O presidente cubano, Miguel Díaz-Canel, advertiu nesta quinta-feira (7) que "as medidas adicionais de cerco econômico anunciadas hoje" pelo Departamento de Estado dos EUA "agravam a situação já difícil" enfrentada pela ilha, embora também fortaleçam a determinação do povo cubano de "defender a pátria, a revolução e o socialismo".
"Nosso povo já conhece a crueldade por trás das ações do Governo dos EUA e a sanha com que é capaz de atacá-lo. Compreende, assim como entende o restante do mundo, que se trata de uma agressão unilateral contra uma nação e uma população cuja única ambição é viver em paz, dona de seu destino e sem a interferência perniciosa do imperialismo estadunidense", diz a mensagem publicada por Díaz-Canel nas redes sociais.

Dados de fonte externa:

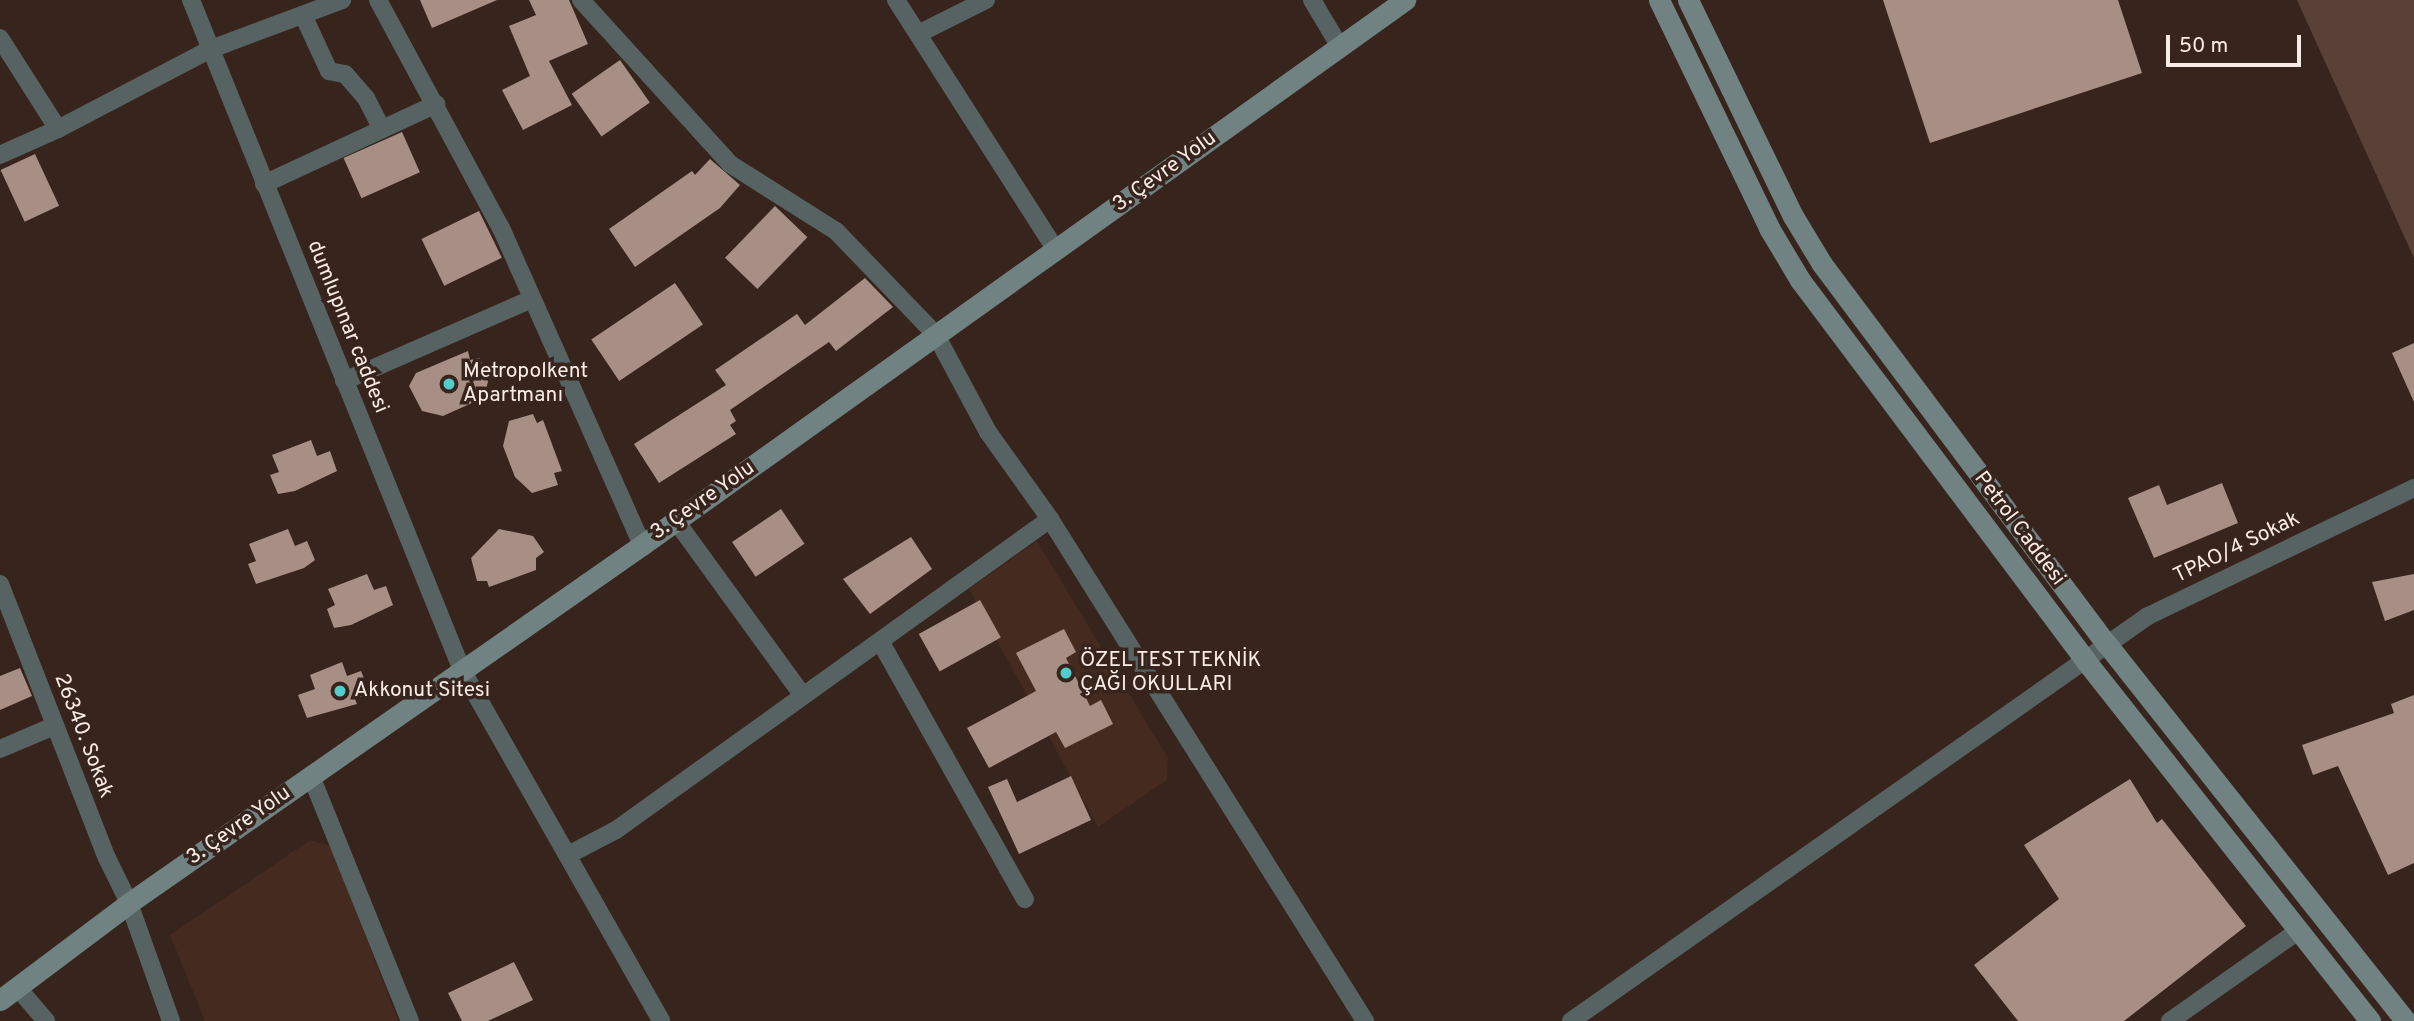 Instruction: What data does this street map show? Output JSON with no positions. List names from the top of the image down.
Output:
{
  "streets": {
    "main road": ["3. Çevre Yolu", "Petrol Caddesi"],
    "street": ["dumlupınar caddesi", "TPAO/4 Sokak", "26340. Sokak"]
  },
  "crossings": [
    ["3. Çevre Yolu", "dumlupınar caddesi"],
    ["3. Çevre Yolu", "26340. Sokak"],
    ["Petrol Caddesi", "TPAO/4 Sokak"]
  ],
  "places": ["Metropolkent Apartmanı", "ÖZEL TEST TEKNİK ÇAĞI OKULLARI", "Akkonut Sitesi"],
  "scale_bar": "50 m"
} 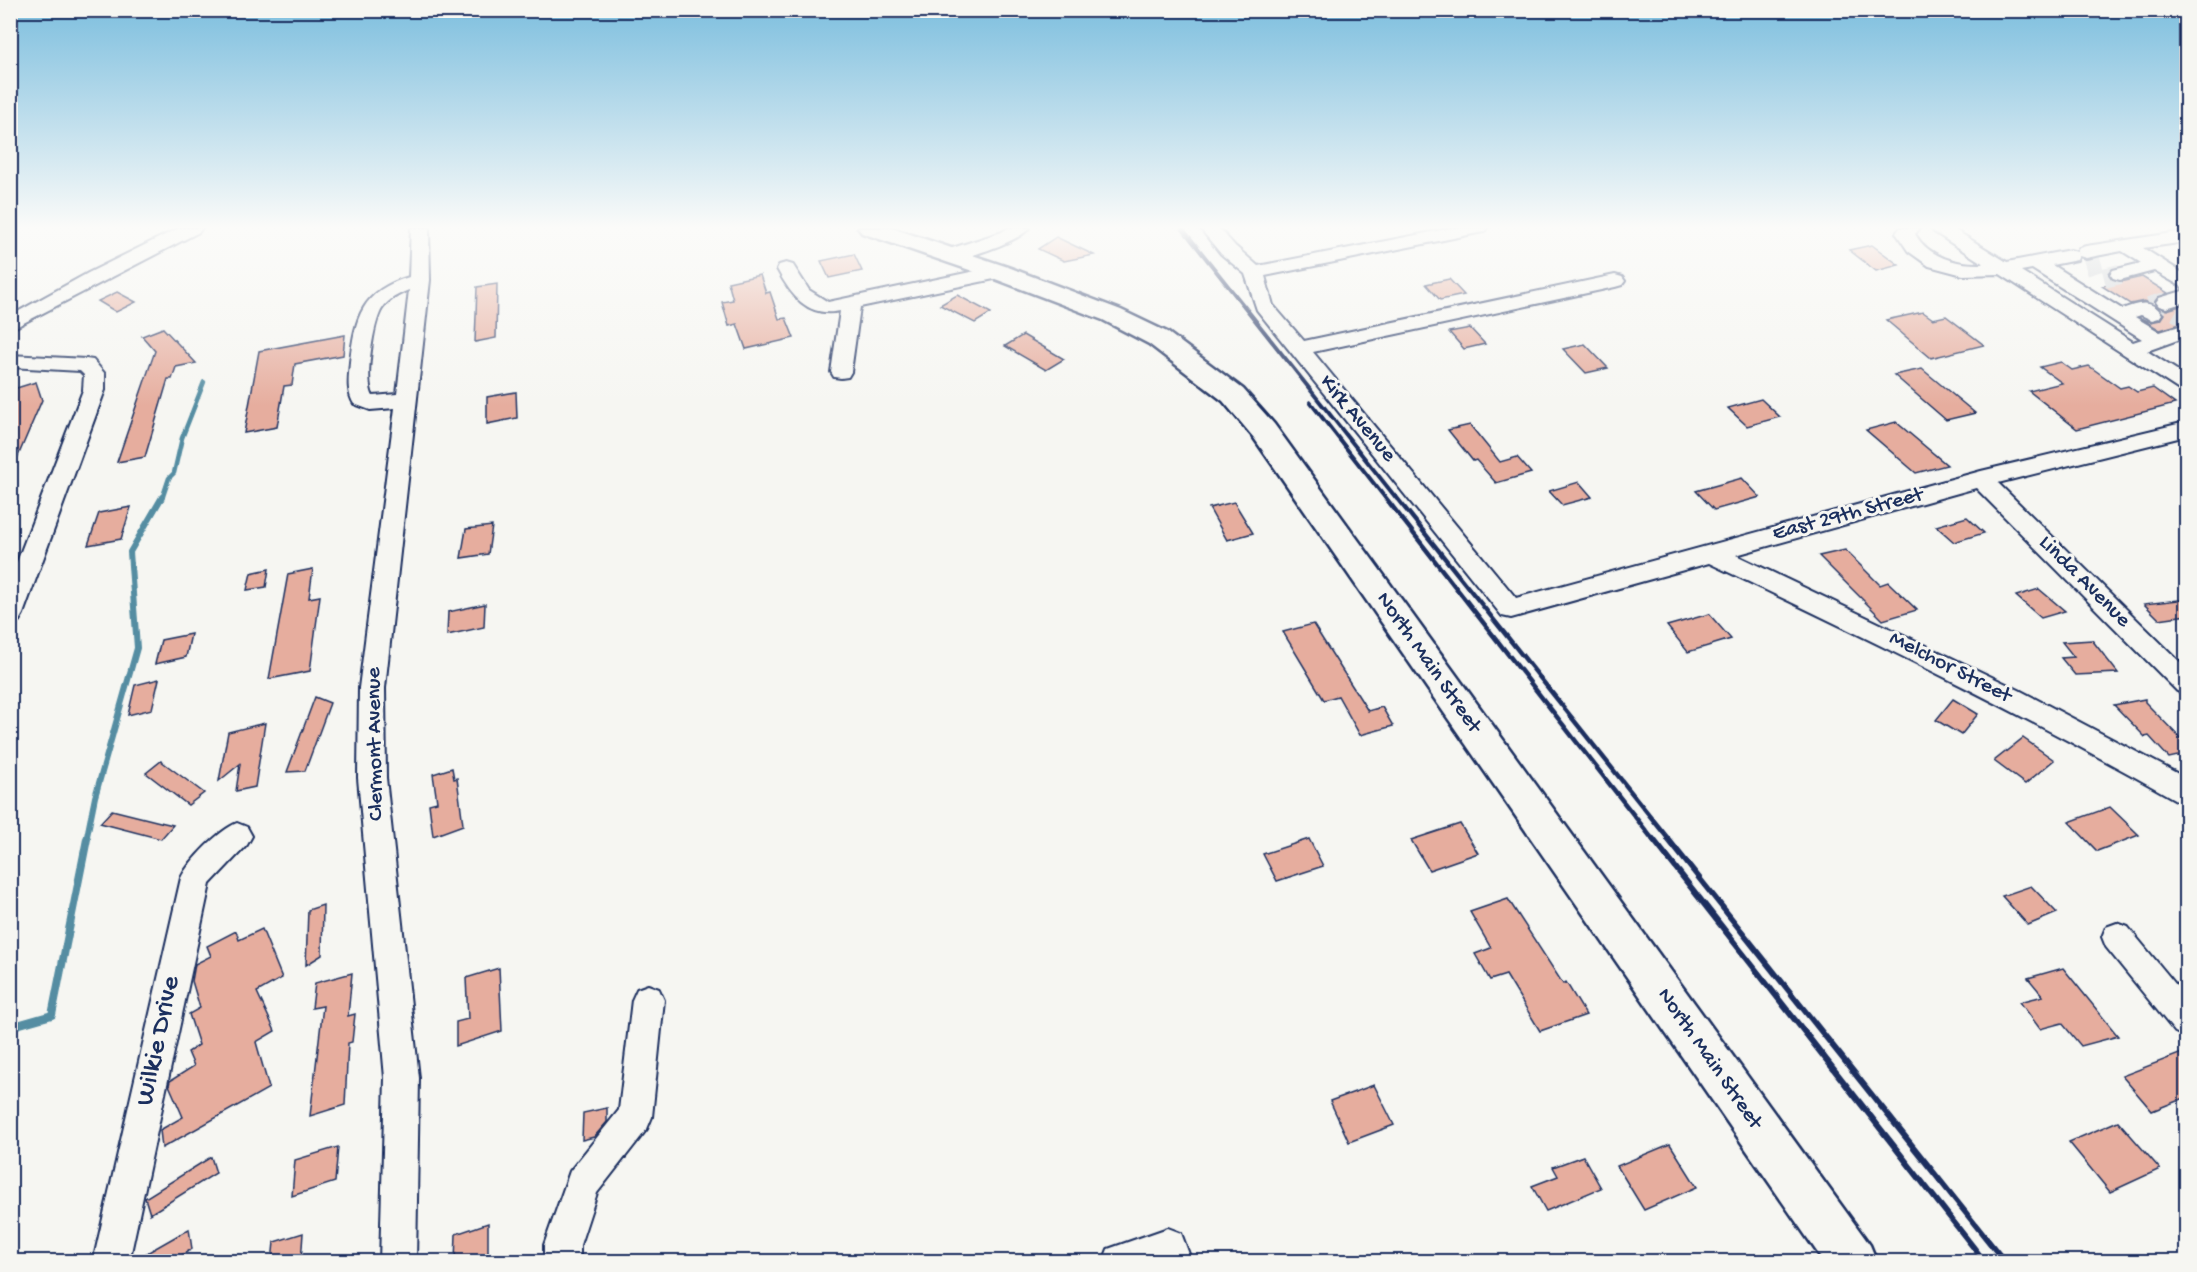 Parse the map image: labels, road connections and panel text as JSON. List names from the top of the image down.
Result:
{
  "streets": {
    "main road": ["North Main Street"],
    "street": [
      "Kirk Avenue",
      "East 29th Street",
      "Linda Avenue",
      "Melchor Street",
      "Clermont Avenue",
      "Wilkie Drive"
    ]
  },
  "crossings": [
    ["Kirk Avenue", "East 29th Street"],
    ["East 29th Street", "Linda Avenue"],
    ["East 29th Street", "Melchor Street"]
  ]
} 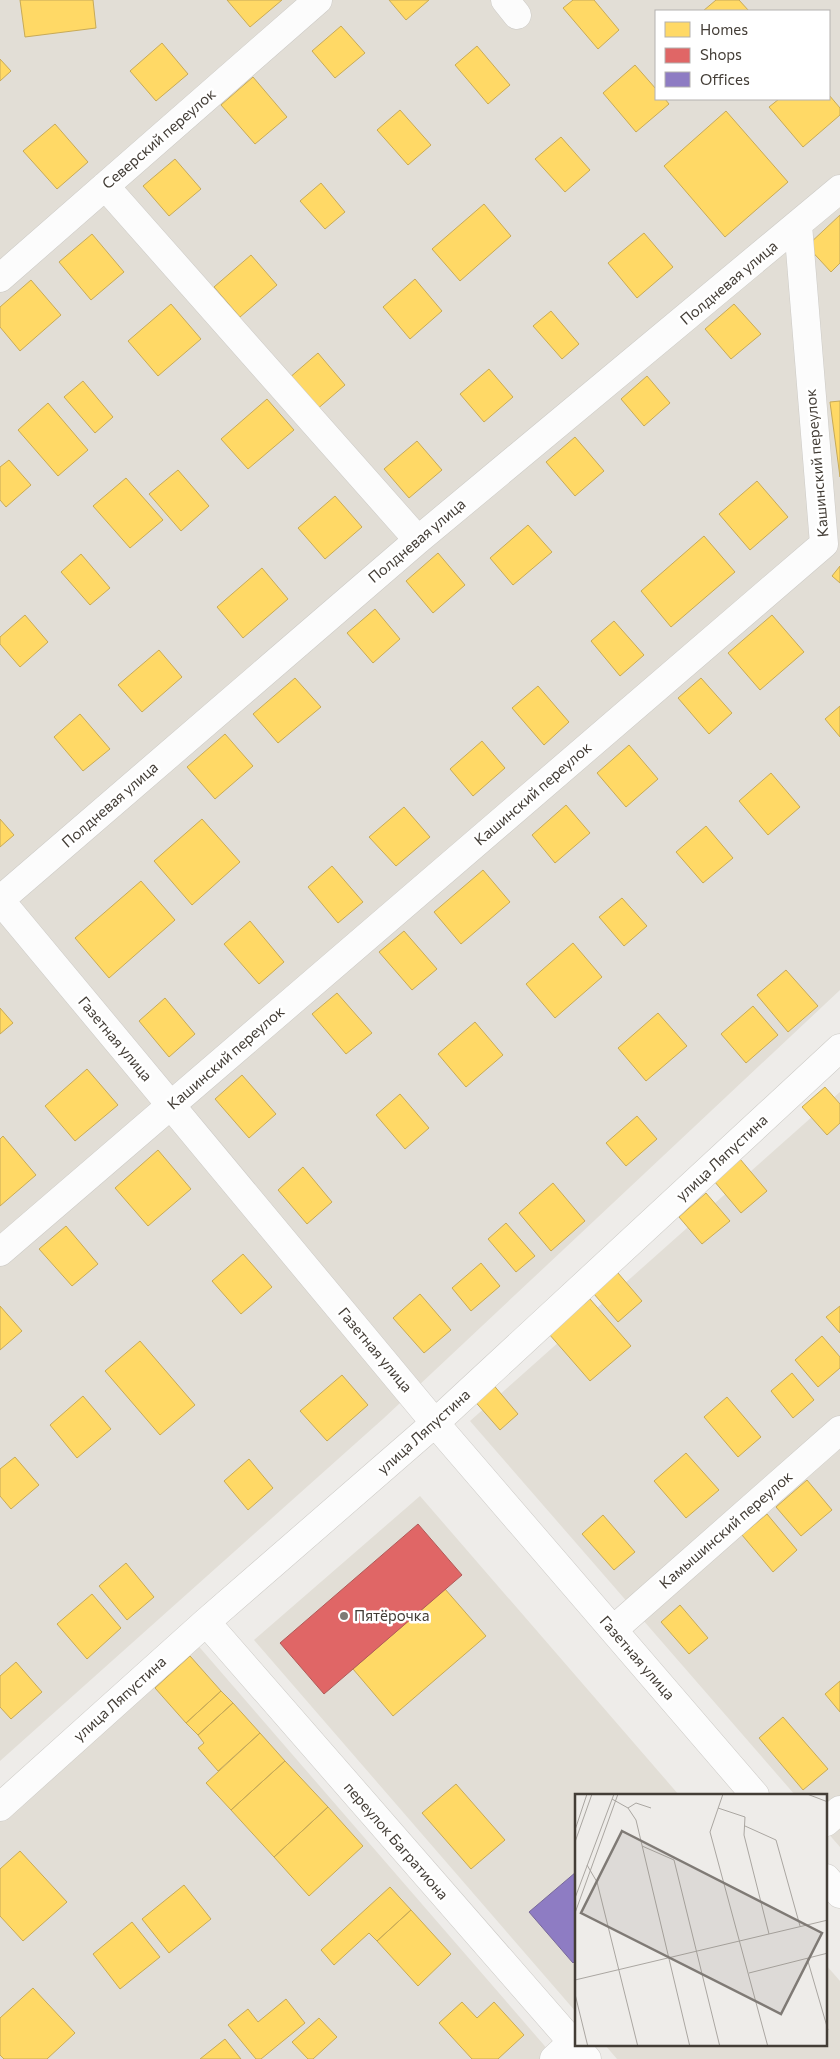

Nesta quinta-feira (7), o gabinete do secretário de Estado dos EUA, Marco Rubio,divulgou um comunicado anunciando novas medidas coercitivas unilaterais contra Havana. O alto funcionário as classificou como "decisivas para proteger a segurança nacional dos EUA", assim como para "privar o regime comunista e o Exército de Cuba do acesso a ativos" que Washington considera de caráter "ilícito".
Reação da chancelaria cubana
"Com as medidas adicionais de castigo coletivo anunciadas hoje contra Cuba, o Governo dos EUA confirma sua intenção genocida contra a nação cubana e elimina qualquer dúvida sobre a falsidade de seus pretextos para agredir nosso país", afirmou em sua conta no X o chanceler cubano, Bruno Rodríguez.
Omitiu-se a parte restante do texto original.